- _DESCRIPTION OF THE TASK_
The line containing "0 6px,transparent 0" marks the end: extract everything from the first line of the data through that line, exactly, with no pictures.

:: DATASET EXCERPTS

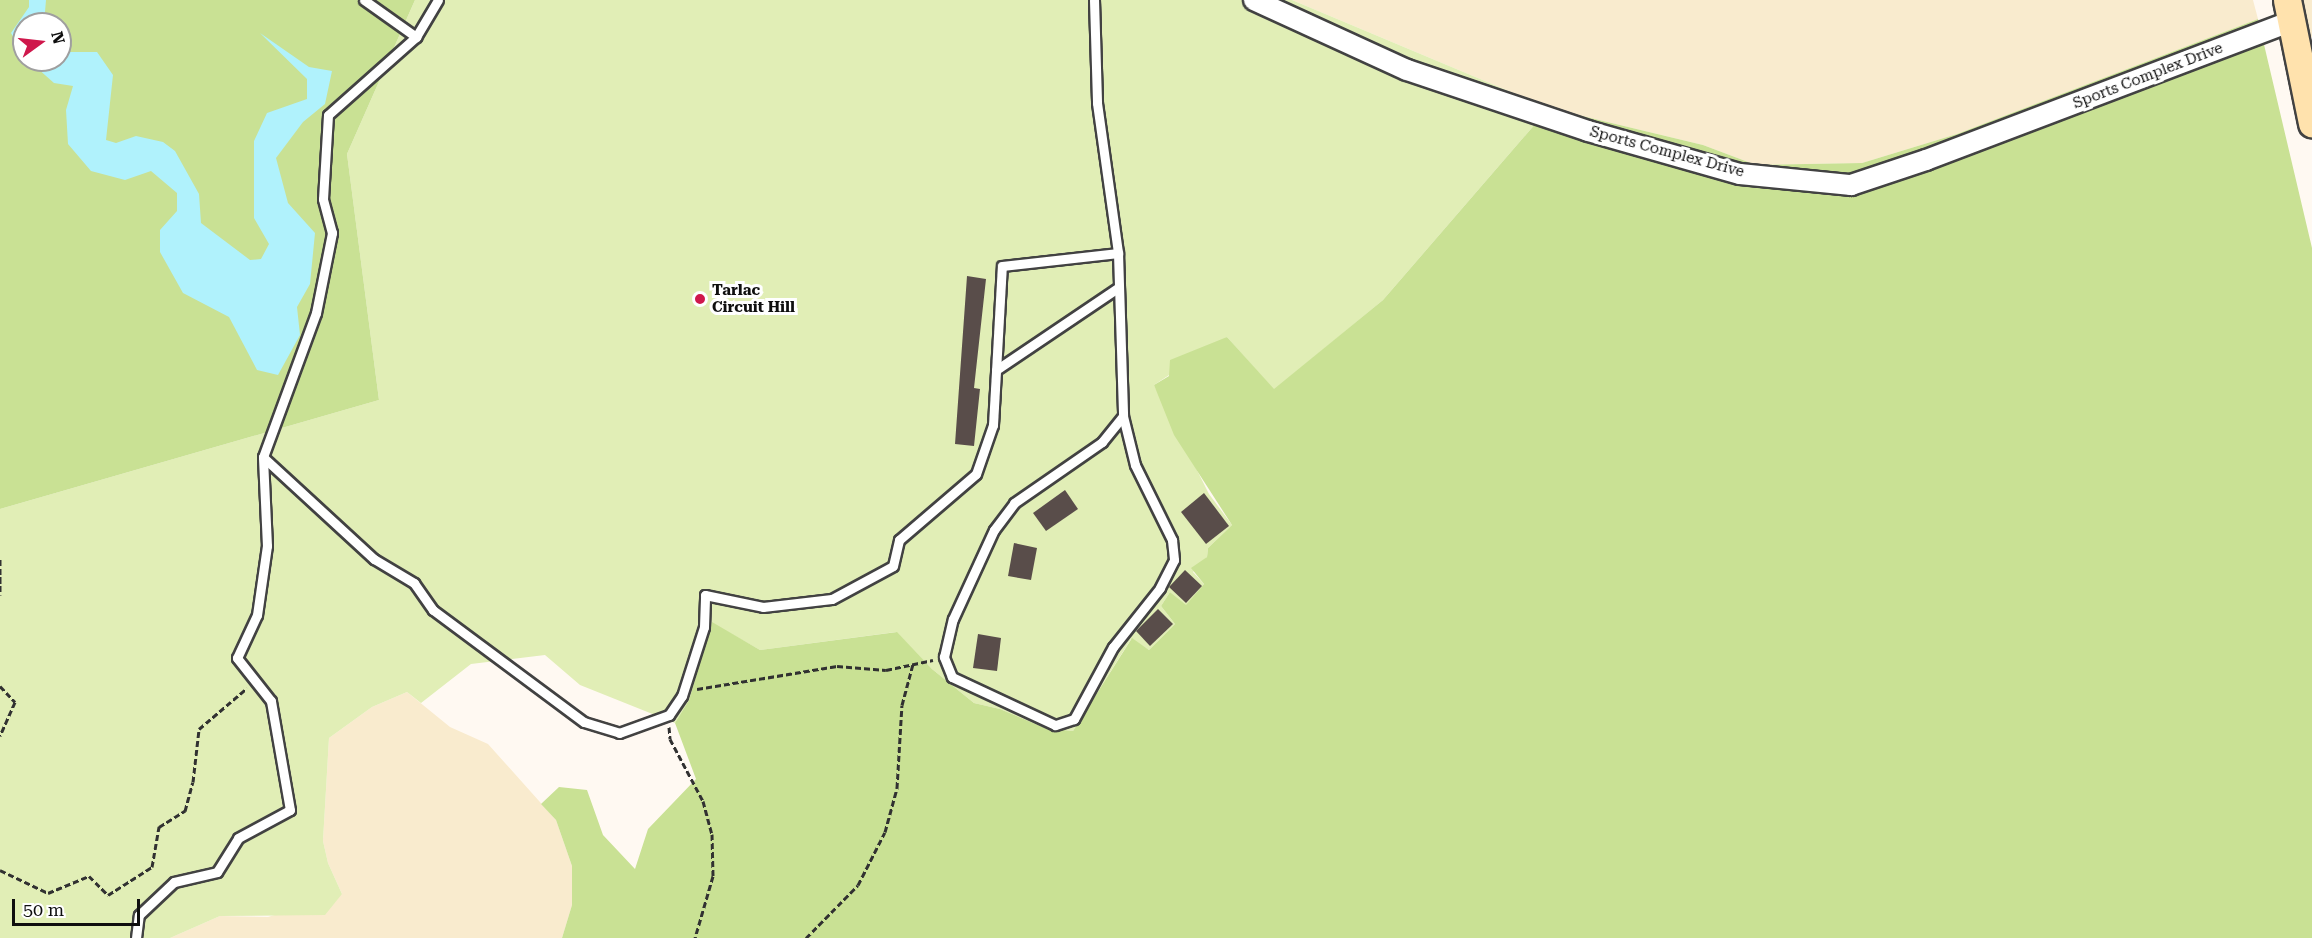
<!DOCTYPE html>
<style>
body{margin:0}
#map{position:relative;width:2312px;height:938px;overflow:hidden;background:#fff9f2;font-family:"Roboto Serif",serif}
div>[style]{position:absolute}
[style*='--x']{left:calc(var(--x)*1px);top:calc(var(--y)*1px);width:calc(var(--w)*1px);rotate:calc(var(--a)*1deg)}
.farmland>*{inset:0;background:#f9ebce}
.green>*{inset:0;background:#e1eeb6}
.forest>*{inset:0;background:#c9e194}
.water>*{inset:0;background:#b0f2fc}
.building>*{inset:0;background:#594d4a}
.path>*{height:3px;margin-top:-1.5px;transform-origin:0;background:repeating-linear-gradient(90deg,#313131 0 6px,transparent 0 9px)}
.roads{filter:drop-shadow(2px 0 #424242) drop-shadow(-2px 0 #424242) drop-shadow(0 2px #424242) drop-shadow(0 -2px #424242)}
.service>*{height:9px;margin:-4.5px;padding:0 4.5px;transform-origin:4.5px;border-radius:4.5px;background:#fff}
.minor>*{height:20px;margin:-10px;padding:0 10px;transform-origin:10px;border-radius:10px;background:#fff}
.secondary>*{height:27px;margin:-13.5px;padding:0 13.5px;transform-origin:13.5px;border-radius:13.5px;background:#ffe2ad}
.dots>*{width:16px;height:16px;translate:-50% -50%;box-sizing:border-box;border:3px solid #fff;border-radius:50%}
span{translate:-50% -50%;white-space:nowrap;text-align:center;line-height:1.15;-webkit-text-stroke:6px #fff;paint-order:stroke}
.street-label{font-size:15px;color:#0f0f0f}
.poi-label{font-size:15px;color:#0f0f0f;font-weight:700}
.left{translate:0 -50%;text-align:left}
.north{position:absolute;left:12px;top:12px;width:60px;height:60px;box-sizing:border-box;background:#fff;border:2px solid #9f9f9f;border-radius:50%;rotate:75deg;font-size:16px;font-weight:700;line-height:24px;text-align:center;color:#0f0f0f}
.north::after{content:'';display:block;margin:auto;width:21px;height:27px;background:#cf184c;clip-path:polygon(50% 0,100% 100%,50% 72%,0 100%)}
.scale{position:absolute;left:12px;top:899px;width:128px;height:27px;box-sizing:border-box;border:3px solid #0f0f0f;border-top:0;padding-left:8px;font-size:18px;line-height:21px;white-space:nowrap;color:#0f0f0f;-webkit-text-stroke:4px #fff;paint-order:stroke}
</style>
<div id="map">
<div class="farmland">
<div style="clip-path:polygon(1292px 0,2253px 0,2258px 19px,1957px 134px,1862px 163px,1756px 165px,1703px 145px,1549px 108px)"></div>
<div style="clip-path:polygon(2302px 0,2312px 0,2312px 37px,2307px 38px)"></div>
<div style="clip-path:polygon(407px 692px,450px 727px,488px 744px,556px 820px,572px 866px,572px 905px,562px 938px,170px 938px,220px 916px,268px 917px,342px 894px,328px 863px,323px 841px,329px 738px,372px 707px)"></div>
</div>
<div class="green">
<div style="clip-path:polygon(415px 0,1292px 0,1549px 108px,1383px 300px,1274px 390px,1227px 337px,1154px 385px,1209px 494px,1232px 525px,1208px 548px,1207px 557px,1193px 572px,1204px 584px,1186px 606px,1170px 592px,1161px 606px,1175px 624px,1149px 650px,1131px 639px,1073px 731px,1045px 728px,1000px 709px,974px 703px,932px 669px,896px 632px,760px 650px,712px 623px,689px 700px,675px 723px,580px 685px,545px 655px,471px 664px,421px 703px,407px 692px,372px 707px,329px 738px,323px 841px,328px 863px,342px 894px,325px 915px,220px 916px,170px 938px,0 938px,0 509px,379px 400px,347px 154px)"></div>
</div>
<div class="forest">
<div style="clip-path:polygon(evenodd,0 0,415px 0,347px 154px,379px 400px,0 509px,0 0,24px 24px,60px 24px,60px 60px,24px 60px,24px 24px)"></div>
<div style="clip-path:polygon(2258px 19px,2312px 248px,2312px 938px,562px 938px,572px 905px,572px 866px,556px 820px,541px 804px,559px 787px,587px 790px,603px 835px,635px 869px,648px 829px,696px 779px,675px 723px,689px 700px,712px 622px,760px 650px,897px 632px,932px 669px,974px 703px,1000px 709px,1045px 728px,1073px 731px,1132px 638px,1149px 650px,1175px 624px,1161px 606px,1170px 592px,1186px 605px,1204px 584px,1191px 568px,1207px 557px,1208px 548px,1232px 525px,1174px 435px,1154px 385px,1169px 376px,1170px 360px,1227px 337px,1274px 389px,1383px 300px,1549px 108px,1703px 145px,1756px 165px,1862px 163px,1957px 134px)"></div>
</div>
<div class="water">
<div style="clip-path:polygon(29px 0,46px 0,44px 24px,24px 24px,24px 56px,11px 33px,29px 7px)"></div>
<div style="clip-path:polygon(260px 33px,309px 67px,332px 71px,325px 104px,303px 122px,276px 158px,288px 203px,315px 233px,310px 284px,297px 307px,300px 335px,278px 375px,257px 370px,229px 317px,183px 293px,160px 252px,160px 230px,177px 211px,177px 193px,151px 171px,125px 180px,91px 171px,68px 144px,66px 110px,73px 86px,54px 83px,28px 60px,60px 60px,60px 46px,65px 52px,97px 52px,113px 75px,106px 140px,116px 143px,136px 136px,163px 142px,175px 151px,199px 194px,201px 223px,250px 260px,261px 259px,269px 244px,254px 218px,254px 141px,267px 113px,307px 99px,307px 79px)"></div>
</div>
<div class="building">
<div style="clip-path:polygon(967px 276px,986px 279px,974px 388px,980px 389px,974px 446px,955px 444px)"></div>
<div style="clip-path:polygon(1065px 490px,1078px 509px,1046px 531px,1033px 513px)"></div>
<div style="clip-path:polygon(1204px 493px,1229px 526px,1206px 544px,1181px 512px)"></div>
<div style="clip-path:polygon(1014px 543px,1037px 548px,1031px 580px,1008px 576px)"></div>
<div style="clip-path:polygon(1185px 570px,1202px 586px,1186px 603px,1169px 587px)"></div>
<div style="clip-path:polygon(1158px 609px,1173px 624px,1150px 646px,1136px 631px)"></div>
<div style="clip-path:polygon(978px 634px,1001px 638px,997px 671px,973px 668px)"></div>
</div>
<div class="path">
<div style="--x:0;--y:559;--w:36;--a:90"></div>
<div style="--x:0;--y:686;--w:22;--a:47"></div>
<div style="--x:15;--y:702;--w:37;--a:114"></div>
<div style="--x:697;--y:689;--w:142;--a:-9.3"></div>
<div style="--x:837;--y:666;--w:49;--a:4.7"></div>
<div style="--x:886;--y:670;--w:48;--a:-12"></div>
<div style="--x:669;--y:727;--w:12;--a:85"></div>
<div style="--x:670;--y:739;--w:70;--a:62"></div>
<div style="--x:703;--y:801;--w:34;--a:75"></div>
<div style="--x:712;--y:834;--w:42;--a:88.6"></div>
<div style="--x:713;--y:876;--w:65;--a:106.2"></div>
<div style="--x:0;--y:870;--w:53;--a:25.6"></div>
<div style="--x:48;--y:893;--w:44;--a:-22.5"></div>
<div style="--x:89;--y:876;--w:27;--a:45"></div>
<div style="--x:108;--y:895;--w:52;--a:-32.5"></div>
<div style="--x:152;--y:867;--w:41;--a:-80.1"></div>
<div style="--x:159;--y:827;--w:31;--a:-32"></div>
<div style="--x:185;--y:811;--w:30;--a:-75"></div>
<div style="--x:193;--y:782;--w:53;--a:-83.5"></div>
<div style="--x:199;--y:729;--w:63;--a:-40.5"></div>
<div style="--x:806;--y:938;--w:74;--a:-45.5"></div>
<div style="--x:858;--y:885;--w:59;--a:-63"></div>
<div style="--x:885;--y:832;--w:46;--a:-74.7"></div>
<div style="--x:897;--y:788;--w:83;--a:-86.6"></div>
<div style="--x:902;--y:705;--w:42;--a:-75"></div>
</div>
<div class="roads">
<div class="service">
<div style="--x:364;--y:0;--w:64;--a:35.4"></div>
<div style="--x:1094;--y:0;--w:103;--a:88.3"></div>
<div style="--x:1097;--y:103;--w:151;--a:82"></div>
<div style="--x:1118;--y:253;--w:163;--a:88.2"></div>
<div style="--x:1123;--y:416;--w:50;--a:76.2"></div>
<div style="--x:1135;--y:465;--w:84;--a:63.7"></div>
<div style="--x:1172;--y:540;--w:20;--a:84"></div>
<div style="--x:1174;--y:560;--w:31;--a:117"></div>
<div style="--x:1160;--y:588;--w:75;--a:128.5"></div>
<div style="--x:1113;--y:647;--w:82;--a:118.4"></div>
<div style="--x:1074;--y:719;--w:20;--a:162"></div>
<div style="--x:1055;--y:725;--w:114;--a:-155"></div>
<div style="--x:952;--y:677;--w:22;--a:-112"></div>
<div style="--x:944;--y:657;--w:39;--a:-77"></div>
<div style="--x:953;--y:619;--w:98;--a:-65.3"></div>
<div style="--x:994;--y:530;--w:34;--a:-53"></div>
<div style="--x:1014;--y:503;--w:107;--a:-34.7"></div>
<div style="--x:1102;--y:442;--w:33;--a:-51"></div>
<div style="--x:996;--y:370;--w:148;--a:-34"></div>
<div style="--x:263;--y:457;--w:151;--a:42.6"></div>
<div style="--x:374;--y:559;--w:47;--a:31"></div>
<div style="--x:414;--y:583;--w:33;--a:55"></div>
<div style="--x:433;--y:610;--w:188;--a:36.6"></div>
<div style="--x:584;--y:722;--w:37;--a:17"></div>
<div style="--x:619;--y:733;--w:53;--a:-19.8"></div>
<div style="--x:669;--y:715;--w:23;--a:-56"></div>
<div style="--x:682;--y:696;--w:72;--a:-72.3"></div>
<div style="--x:704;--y:627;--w:32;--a:-88"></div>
<div style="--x:705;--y:595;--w:59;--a:11.7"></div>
<div style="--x:763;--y:607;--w:69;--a:-6.6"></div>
<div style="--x:832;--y:599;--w:69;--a:-28.4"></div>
<div style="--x:893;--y:566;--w:27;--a:-77"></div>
<div style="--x:899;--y:540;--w:101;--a:-40.6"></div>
<div style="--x:976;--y:474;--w:52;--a:-70.9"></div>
<div style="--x:993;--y:425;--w:159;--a:-86.8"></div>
<div style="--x:1002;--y:266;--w:117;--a:-6.4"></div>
<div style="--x:136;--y:938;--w:23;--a:-83"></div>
<div style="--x:139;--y:915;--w:48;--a:-43.3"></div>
<div style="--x:174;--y:882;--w:44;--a:-13.1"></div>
<div style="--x:217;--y:872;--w:40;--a:-58"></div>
<div style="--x:238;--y:838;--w:59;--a:-28.3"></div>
<div style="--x:290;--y:810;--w:111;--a:-99.9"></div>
<div style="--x:271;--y:701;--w:55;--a:-128.3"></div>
<div style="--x:237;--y:658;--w:47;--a:-65.1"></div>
<div style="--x:257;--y:615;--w:70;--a:-81.8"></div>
<div style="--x:267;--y:546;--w:89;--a:-92.6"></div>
<div style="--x:263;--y:457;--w:153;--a:-69.8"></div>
<div style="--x:316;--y:313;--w:82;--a:-78.7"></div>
<div style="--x:332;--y:233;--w:35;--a:-105"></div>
<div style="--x:323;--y:199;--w:84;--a:-86.6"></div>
<div style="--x:328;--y:115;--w:118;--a:-41.6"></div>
<div style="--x:416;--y:37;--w:43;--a:-59.3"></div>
</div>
<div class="minor">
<div style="--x:1254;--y:0;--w:168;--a:24.6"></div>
<div style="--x:1407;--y:70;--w:191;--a:18.6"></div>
<div style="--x:1588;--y:131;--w:158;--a:15.8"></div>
<div style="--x:1740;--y:174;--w:112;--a:5.7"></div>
<div style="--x:1851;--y:185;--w:79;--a:-18.4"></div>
<div style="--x:1926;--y:160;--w:389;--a:-20.8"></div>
</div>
<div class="secondary">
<div style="--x:2287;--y:0;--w:126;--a:78.5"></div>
</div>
</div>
<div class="dots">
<div style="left:700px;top:299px;background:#cf184c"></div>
</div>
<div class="street-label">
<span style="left:2148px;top:76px;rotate:-21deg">Sports Complex Drive</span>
<span style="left:1667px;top:152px;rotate:15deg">Sports Complex Drive</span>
</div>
<div class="poi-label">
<span class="left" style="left:712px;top:299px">Tarlac<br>Circuit Hill</span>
</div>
<div class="north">N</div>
<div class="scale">50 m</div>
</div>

::::

- _ANSWER SECTION_
<!DOCTYPE html>
<style>
body{margin:0}
#map{position:relative;width:2312px;height:938px;overflow:hidden;background:#fff9f2;font-family:"Roboto Serif",serif}
div>[style]{position:absolute}
[style*='--x']{left:calc(var(--x)*1px);top:calc(var(--y)*1px);width:calc(var(--w)*1px);rotate:calc(var(--a)*1deg)}
.farmland>*{inset:0;background:#f9ebce}
.green>*{inset:0;background:#e1eeb6}
.forest>*{inset:0;background:#c9e194}
.water>*{inset:0;background:#b0f2fc}
.building>*{inset:0;background:#594d4a}
.path>*{height:3px;margin-top:-1.5px;transform-origin:0;background:repeating-linear-gradient(90deg,#313131 0 6px,transparent 0 9px)}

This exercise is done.